| Problem to solve |
Print all of the data exactly, but drop the pictures.

| Exercise data |
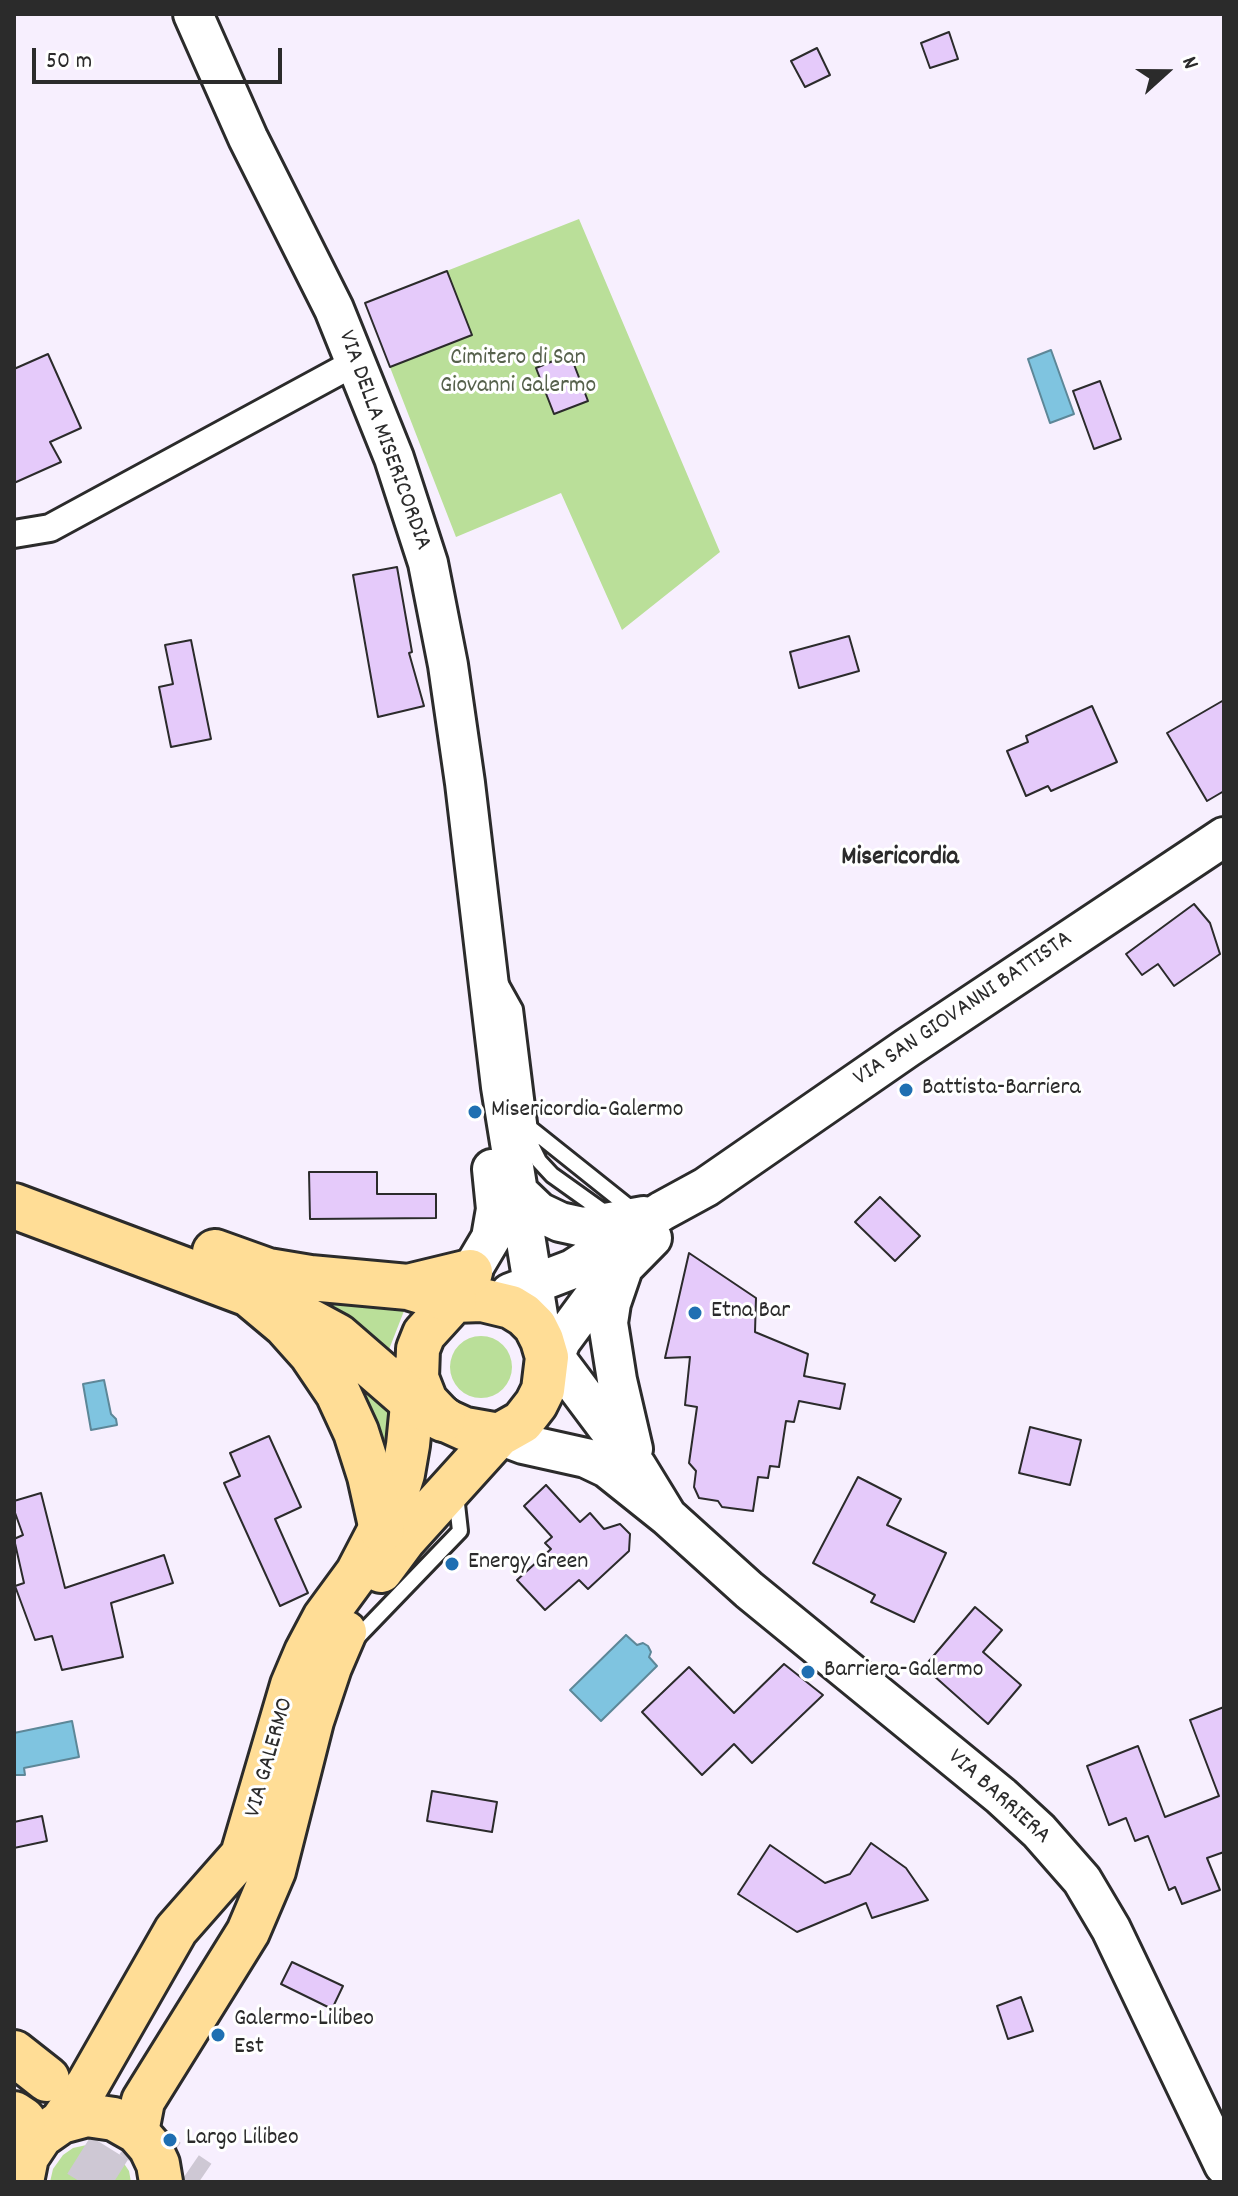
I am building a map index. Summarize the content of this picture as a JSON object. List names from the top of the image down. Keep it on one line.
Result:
{"streets":{"main road":["VIA DELLA MISERICORDIA","VIA SAN GIOVANNI BATTISTA","VIA GALERMO","VIA BARRIERA"]},"crossings":[["VIA DELLA MISERICORDIA","VIA GALERMO"]],"districts":["Misericordia"],"parks":["Cimitero di San Giovanni Galermo"],"places":["Battista-Barriera","Misericordia-Galermo","Etna Bar","Energy Green","Barriera-Galermo","Galermo-Lilibeo Est","Largo Lilibeo"],"scale_bar":"50 m","north":"right"}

| Result of this exercise |
I am building a map index. Summarize the content of this picture as a JSON object. List names from the top of the image down. Keep it on one line.
Result:
{"streets":{"main road":["VIA DELLA MISERICORDIA","VIA SAN GIOVANNI BATTISTA","VIA GALERMO","VIA BARRIERA"]},"crossings":[["VIA DELLA MISERICORDIA","VIA GALERMO"]],"districts":["Misericordia"],"parks":["Cimitero di San Giovanni Galermo"],"places":["Battista-Barriera","Misericordia-Galermo","Etna Bar","Energy Green","Barriera-Galermo","Galermo-Lilibeo Est","Largo Lilibeo"],"scale_bar":"50 m","north":"right"}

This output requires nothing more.